Get all documents from an index

Is it possible to get all the documents from an index?
I tried it with python and requests but always get
query_phase_execution_exception","reason":"Result window is too large, from + size must be less than or equal to: [10000] but was [11000]. See the scroll api for a more efficient way to request large data sets. This limit can be set by changing the [index.max_result_window] index level setting.

I have no idea how the scroll api works and the documentation isn't helpful for me either.
Could someone please help me.

Hi,
You said you tried with python, so I'll just show you what worked for me :

es = Elasticsearch(['http://yourElasticIP:9200/'])
doc = {
        'size' : 10000,
        'query': {
            'match_all' : {}
       }
   }
res = es.search(index='indexname', doc_type='typename', body=doc,scroll='1m')

Then you get a reponse with your matching documents and also an attribute named '_scroll_id'

So you can do

scrollId = res['_scroll_id']
es.scroll(scroll_id = scrollId, scroll = '1m')

Where res is the result of your previous es search.
You can do the es.scroll as many times as you need, just remember to update the scrollId value each time you do a new request
Sorry if I wasn't very clear

2 Likes

Thank you.
Size indicates how many hits i get?

Yes, but as you saw, it can't be over 10 000, so you have to use the scroll API, don't think you have another choice

Ok, so I will get the first 10 000 results. How do I get the rest?
Sorry for my stupid asking, but I am missing the forest through the trees right now.

If you look at the code above, the es.scroll function allows you to get results past 10 000.

es = Elasticsearch(['http://x.x.x.x:9200/'])
doc = {
    'size' : 10000,
    'query': {
        'match_all' : {}
    }
}

res = es.search(index="myIndex", doc_type='myType', body=doc,scroll='1m')
scroll = res['_scroll_id']
res2 = es.scroll(scroll_id = scroll, scroll = '1m')

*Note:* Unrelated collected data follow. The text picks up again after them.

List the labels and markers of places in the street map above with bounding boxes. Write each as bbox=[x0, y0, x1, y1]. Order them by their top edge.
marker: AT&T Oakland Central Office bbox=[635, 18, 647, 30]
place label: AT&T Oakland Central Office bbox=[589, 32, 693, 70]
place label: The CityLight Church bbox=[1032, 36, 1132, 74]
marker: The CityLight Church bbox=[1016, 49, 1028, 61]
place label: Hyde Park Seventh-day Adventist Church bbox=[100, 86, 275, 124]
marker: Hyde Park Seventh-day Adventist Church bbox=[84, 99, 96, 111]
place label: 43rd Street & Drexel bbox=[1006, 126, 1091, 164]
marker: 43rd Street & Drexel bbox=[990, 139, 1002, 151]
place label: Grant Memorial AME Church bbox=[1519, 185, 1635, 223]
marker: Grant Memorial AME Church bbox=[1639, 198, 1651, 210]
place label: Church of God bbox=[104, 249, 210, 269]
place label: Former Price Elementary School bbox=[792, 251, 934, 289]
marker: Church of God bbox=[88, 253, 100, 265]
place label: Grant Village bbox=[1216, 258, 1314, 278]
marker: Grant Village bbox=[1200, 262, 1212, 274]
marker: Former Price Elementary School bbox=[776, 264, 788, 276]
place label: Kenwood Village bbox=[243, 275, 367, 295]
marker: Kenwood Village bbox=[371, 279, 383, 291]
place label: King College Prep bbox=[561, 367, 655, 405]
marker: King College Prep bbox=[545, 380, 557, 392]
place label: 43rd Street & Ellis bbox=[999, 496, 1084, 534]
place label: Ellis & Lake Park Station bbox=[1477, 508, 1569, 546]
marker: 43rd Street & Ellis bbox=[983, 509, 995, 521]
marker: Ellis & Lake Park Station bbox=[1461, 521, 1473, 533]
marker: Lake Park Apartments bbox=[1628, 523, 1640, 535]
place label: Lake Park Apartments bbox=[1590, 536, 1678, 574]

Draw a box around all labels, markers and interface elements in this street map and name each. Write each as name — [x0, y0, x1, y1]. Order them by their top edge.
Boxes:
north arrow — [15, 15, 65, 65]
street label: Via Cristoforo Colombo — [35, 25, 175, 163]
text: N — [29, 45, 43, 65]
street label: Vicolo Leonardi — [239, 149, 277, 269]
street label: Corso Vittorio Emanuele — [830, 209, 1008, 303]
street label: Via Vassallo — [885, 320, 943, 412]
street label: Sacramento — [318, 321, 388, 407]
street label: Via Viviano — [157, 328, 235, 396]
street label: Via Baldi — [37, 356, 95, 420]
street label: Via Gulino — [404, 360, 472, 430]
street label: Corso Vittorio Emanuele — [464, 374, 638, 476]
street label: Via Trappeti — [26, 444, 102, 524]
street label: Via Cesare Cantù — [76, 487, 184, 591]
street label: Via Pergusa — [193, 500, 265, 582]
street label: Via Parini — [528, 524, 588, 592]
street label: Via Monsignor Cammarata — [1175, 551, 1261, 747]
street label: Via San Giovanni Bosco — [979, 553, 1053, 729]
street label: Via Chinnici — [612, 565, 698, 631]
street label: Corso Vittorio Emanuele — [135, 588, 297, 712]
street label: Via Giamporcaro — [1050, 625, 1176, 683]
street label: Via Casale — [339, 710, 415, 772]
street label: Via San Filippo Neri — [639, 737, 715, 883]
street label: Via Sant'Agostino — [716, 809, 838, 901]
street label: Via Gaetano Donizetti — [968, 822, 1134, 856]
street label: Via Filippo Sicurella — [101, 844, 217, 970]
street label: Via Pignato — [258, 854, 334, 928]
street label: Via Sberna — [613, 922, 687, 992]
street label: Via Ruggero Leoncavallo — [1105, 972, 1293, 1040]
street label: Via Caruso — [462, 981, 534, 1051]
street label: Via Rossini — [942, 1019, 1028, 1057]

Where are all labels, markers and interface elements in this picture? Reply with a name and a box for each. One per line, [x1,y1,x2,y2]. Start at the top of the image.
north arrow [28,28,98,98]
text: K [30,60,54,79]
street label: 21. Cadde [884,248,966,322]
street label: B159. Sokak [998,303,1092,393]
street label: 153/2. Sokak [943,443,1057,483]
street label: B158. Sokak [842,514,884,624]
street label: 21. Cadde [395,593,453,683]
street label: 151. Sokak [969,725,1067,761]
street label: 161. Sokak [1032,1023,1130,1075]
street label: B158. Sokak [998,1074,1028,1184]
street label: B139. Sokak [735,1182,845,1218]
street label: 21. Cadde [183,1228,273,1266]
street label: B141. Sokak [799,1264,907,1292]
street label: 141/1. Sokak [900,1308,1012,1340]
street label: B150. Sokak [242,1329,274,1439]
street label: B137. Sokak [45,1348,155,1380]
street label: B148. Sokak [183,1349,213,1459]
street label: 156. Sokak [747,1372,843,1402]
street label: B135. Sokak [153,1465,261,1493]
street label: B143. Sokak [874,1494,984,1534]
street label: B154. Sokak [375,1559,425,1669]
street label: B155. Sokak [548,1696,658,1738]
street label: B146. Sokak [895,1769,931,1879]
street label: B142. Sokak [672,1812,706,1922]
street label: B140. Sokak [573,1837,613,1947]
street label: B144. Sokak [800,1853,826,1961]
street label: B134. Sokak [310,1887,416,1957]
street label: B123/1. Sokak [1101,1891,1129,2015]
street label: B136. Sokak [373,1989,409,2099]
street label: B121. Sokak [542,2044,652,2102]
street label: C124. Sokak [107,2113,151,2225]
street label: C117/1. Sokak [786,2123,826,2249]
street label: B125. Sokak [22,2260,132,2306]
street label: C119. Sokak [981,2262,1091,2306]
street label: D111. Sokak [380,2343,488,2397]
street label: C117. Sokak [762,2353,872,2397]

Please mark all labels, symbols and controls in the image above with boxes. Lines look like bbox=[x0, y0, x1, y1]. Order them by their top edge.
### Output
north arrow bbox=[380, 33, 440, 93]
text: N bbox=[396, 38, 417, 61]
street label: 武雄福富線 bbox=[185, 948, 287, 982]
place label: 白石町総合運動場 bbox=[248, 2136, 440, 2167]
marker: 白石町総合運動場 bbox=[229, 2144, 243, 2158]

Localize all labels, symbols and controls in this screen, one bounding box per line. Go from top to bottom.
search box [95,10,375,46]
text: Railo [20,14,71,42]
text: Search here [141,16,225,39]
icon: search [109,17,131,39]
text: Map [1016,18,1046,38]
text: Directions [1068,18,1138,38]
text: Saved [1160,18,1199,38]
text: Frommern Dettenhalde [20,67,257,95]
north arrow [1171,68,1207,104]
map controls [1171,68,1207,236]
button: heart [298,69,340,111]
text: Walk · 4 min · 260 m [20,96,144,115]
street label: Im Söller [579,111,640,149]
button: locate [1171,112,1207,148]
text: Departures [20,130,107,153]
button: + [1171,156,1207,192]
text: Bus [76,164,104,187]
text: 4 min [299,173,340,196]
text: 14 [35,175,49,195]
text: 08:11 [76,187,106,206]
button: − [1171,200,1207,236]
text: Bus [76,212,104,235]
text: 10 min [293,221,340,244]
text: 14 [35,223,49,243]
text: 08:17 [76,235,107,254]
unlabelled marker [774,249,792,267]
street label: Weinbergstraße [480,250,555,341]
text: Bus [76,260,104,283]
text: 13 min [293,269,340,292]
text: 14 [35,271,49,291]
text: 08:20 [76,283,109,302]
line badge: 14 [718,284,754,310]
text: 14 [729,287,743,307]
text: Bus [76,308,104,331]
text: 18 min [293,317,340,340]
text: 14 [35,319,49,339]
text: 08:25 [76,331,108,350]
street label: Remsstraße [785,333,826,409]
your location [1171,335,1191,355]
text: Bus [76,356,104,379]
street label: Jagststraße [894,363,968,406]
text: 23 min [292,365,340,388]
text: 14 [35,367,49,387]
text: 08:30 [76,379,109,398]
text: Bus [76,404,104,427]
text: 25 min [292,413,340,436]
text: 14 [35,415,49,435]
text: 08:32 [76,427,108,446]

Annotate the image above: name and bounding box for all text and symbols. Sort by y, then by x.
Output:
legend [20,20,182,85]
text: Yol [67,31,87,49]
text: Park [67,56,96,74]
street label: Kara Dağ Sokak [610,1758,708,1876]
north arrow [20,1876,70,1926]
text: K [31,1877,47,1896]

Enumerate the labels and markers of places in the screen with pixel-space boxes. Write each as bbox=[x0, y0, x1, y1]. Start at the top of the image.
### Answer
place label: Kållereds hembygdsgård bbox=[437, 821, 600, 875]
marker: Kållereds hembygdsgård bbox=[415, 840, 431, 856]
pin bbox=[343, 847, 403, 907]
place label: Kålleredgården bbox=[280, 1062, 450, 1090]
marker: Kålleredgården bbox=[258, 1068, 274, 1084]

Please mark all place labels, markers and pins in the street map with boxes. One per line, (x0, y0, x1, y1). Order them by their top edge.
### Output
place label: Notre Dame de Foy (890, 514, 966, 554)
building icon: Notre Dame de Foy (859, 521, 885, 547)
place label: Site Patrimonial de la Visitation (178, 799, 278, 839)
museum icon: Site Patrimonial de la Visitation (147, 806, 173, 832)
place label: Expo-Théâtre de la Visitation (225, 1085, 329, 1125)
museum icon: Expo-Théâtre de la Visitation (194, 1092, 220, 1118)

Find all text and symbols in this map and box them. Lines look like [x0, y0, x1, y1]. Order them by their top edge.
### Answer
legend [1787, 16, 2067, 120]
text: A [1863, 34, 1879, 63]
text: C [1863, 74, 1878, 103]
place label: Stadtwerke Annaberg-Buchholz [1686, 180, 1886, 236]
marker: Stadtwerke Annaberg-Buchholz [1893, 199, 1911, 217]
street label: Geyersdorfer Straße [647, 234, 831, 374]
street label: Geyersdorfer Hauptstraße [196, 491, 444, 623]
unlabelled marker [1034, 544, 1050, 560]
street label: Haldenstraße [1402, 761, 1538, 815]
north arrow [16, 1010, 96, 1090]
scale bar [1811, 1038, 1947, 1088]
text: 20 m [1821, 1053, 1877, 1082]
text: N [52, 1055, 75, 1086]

In this example, you have your first 10 000 hits in res, and the next 10 000 in res2. If you want results from 20 000 to 30 000, you just get the new scroll id value from res 2!

AHHHH... forest, there it is.
Thank you for your help. It finally made click.

No problem, have a nice day!

on one of my indexes I get no data just
{'timed_out': False, 'hits': {'total': 1843, 'max_score': 1.0, 'hits': []}, '_shards': {'successful': 5, 'total': 5, 'failed': 0}, 'terminated_early': False, '_scroll_id': 'DnF1ZXJ5VGhlbkZldGNoBQAAAAAAARfQFm5rMUVCeUxTVDJHUm5qZ2dBQkpJMncAAAAAAAExGBZyNFIxMV93QVRqT0wtTTNoZ1dUenN3AAAAAAABF88WbmsxRUJ5TFNUMkdSbmpnZ0FCSkkydwAAAAAAAPrrFnpFTW9aaHRPUzd1X0Y0UHRORTFpSFEAAAAAAAExFxZyNFIxMV93QVRqT0wtTTNoZ1dUenN3', 'took': 2}
Any idea on that?

1 Like

Sorry, not sure why that is.
Only thing that comes to mind is that size was set to 0, other than that I don't know

This topic was automatically closed 28 days after the last reply. New replies are no longer allowed.